Source records
********
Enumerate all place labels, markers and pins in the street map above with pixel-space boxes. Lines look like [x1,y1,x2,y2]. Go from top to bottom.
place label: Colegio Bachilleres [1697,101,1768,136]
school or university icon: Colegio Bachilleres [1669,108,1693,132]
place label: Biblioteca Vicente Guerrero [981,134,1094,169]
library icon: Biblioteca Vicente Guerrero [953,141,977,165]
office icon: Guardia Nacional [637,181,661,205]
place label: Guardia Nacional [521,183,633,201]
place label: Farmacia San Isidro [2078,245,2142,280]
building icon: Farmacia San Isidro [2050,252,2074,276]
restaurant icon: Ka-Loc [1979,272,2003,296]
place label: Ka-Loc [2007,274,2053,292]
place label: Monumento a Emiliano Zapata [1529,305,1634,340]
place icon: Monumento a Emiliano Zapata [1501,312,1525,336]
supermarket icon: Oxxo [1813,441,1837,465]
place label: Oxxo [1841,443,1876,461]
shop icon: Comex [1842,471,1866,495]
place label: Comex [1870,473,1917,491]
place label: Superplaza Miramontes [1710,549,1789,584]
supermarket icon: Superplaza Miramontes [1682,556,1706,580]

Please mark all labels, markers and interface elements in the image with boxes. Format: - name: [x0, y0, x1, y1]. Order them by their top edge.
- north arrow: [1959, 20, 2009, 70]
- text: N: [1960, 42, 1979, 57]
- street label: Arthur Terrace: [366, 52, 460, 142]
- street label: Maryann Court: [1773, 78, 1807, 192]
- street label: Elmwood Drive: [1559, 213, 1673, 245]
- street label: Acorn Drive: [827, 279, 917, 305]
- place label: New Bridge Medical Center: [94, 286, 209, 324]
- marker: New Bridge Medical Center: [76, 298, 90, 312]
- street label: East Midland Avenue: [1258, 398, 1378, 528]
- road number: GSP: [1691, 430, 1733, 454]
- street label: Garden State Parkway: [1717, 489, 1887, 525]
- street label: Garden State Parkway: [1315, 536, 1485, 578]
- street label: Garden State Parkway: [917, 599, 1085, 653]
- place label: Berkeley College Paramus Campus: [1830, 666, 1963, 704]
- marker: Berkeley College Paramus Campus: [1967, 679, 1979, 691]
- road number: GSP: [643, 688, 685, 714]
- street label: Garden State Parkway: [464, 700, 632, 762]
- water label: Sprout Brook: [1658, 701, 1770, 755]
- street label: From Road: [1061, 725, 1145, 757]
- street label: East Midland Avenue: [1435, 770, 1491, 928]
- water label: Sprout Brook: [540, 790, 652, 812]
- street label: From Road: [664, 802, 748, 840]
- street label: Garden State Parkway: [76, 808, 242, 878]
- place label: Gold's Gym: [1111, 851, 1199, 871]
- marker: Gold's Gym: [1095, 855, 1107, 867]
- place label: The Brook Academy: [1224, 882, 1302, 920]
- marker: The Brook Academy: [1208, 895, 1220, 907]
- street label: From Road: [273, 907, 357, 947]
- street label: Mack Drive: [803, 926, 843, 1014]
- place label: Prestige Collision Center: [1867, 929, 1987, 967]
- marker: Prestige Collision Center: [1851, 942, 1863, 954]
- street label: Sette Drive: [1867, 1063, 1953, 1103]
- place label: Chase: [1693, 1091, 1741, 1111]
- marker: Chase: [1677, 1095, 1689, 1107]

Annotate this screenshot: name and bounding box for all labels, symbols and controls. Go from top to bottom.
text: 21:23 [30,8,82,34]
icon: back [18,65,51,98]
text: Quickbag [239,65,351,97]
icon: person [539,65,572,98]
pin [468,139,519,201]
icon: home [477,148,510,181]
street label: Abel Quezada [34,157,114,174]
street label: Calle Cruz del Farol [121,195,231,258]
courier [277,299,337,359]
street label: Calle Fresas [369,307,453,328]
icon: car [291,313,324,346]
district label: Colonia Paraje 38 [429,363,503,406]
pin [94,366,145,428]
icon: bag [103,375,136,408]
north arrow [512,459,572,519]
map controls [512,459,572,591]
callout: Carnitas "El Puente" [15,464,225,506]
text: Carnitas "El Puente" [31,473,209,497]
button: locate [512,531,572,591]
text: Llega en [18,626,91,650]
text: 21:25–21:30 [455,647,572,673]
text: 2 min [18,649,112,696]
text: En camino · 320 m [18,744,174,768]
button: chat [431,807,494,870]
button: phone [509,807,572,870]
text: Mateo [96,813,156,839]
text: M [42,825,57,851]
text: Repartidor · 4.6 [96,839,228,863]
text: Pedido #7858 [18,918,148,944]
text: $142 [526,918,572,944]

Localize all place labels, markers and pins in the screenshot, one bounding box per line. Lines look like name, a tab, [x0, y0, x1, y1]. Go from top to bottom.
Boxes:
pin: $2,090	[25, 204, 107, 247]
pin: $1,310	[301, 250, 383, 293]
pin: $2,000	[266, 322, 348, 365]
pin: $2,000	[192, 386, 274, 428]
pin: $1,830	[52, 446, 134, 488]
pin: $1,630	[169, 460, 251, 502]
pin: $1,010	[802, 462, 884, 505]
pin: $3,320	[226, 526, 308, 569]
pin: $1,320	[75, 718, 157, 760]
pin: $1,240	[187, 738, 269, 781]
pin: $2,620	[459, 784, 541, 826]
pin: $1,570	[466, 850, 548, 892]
********
Report all lines of the data above that include the string "Puente".

**EXERCISE RESPONSE:**
callout: Carnitas "El Puente" [15,464,225,506]
text: Carnitas "El Puente" [31,473,209,497]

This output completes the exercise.